In short, this is my question: which would draw fewer red flags, an application packet with no listed address or an address that does not match the listed work experience?

 

Jessica OlinMy advice, based on seeing someone do this successfully, is to list the local address and explain it in the cover letter. Something like, “I am already planning to move to that area, so I was thrilled to see this opening,” should do the trick.
– Jessica Olin, Director of Parker Library, Wesley College

Celia RabinowitzThere are certainly some advantages to candidates who already live locally.  They won’t need relocation support if it is available, they already know the area which can help if there are geographic or demographic challenges (I have experienced both), and it is a lot less expensive to bring them to campus.  So a local candidate who is competitive might allow a search committee to expand an on-campus interview pool to 4 rather than the usual 3 if adding them does not add appreciably to the cost.

But – that all only applies if the candidate qualified and is competitive.  I have run searches that eliminated many applicants who lived fairly close to the institution because they were not strong candidates.  Advertising regionally or nationally should mean that all candidates are given equal consideration.

My advice is not to leave your current address off of your materials.  I think that would raise a red flag to a committee much more quickly than including your current address.  I also think it is not necessary to indicate that you are willing to move or that you have a place to stay.  If you are applying then you are ready to move.  I have seen people include such information in a cover letter when they write about why they are interested in the job – perhaps family live close by and the applicant is interested in moving closer to family which would be nice.  Perhaps it is in a part of the country the applicant wants to live in. I would just be careful not to make it seem as if those reasons are the primary ones you are interested in the job.

– Celia Rabinowitz,  Dean of Mason Library at Keene State College in Keene, NH

Definitely include an address; no address would be a concern for us. We expect that if someone is applying for a job where they do not have current experience, we would think that either that person lived in the area now or would move if offered the job.

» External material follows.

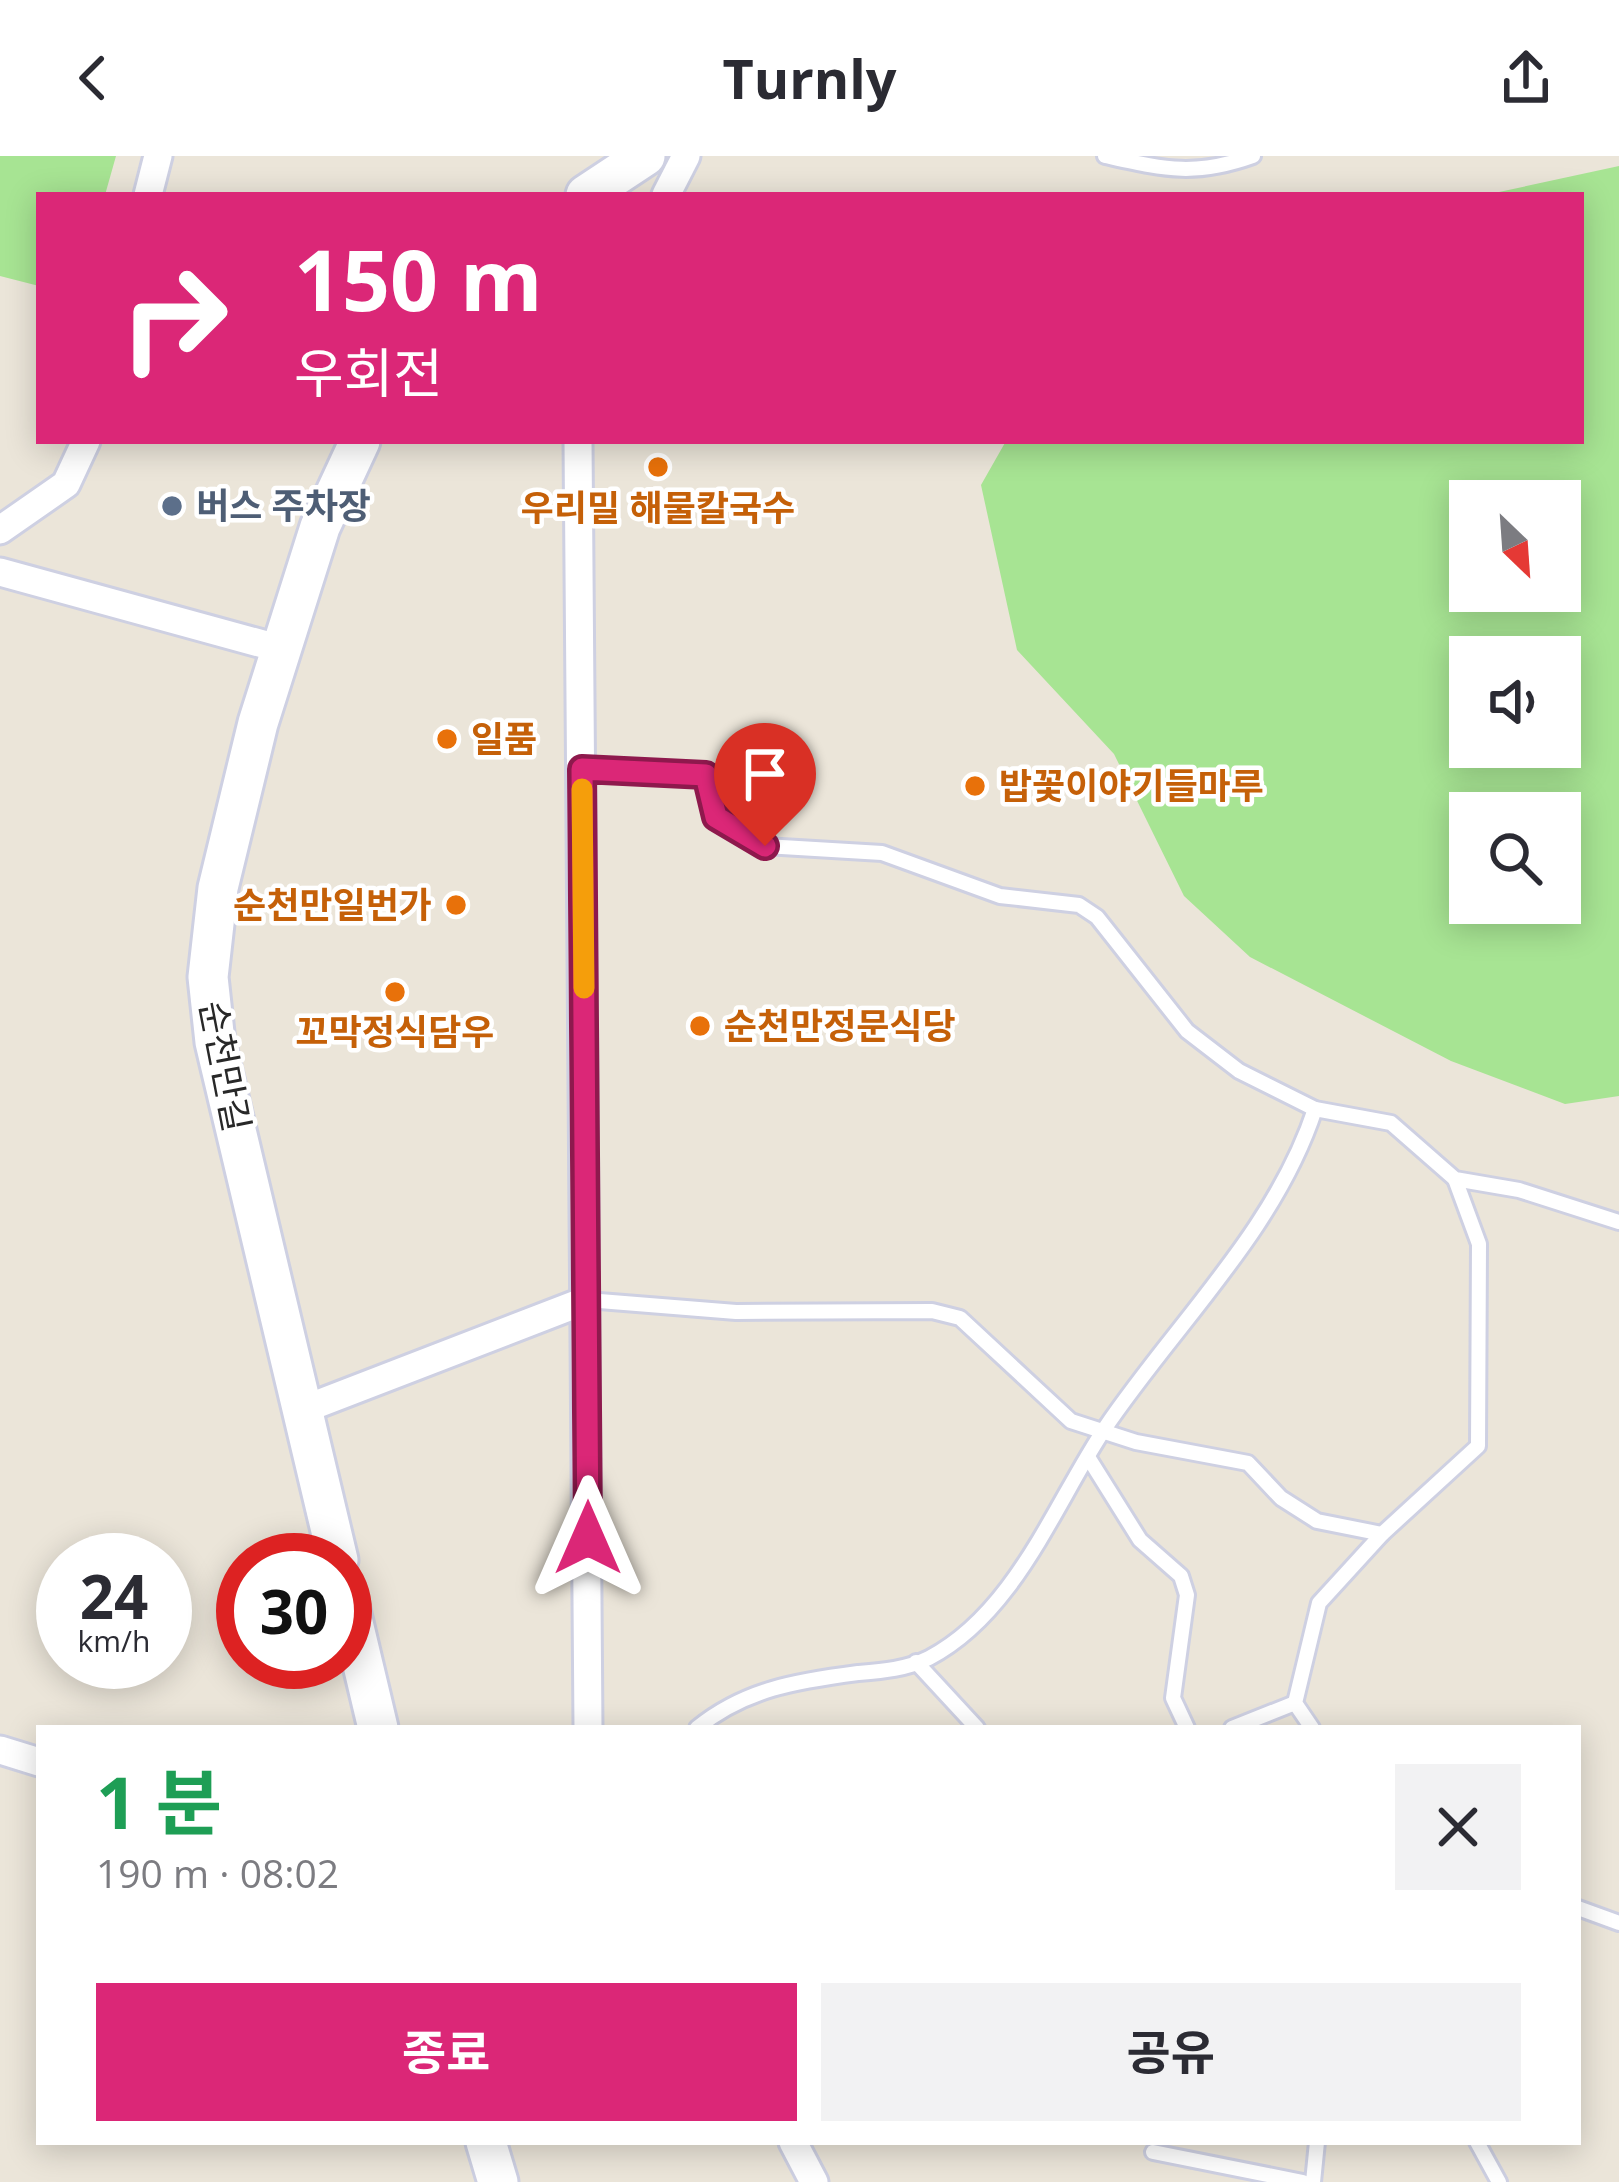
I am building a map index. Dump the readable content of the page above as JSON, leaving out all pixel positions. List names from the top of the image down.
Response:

– Kaye Grabbe, Lake Forest Library

Marleah AugustineI would imagine that an application with no listed address would draw more red flags — I don’t think it would necessarily be a dealbreaker, if the experience and qualifications were a good fit for the position, but it would definitely warrant some investigation. An address that doesn’t match the listed work experience can be easily explained if the question comes up. This is something that should be included in a cover letter as well, explaining that you’re temporarily staying in the area during the application process. However, that could lead to a sticky situation if they then want you to come on short notice for an interview if you would need to arrange time off from a current position or travel.

– Marleah Augustine, Adult Department Librarian at Hays Public Library

angelynn kingAn application without an address would seem odd. What if the prospective employer needed to send you something in the mail?
 

-Angelynn King, Head Librarian, Delaware Technical Community College, Owens Campus

 

Thank you as always to our contributors for their time and insight.  If you’re someone who hires librarians and are interested in participating in this feature, please email us at hiringlibrariansquestionsATgmail.com.

Thank YOU for reading!  If you liked reading, you’re going to really love COMMENTING.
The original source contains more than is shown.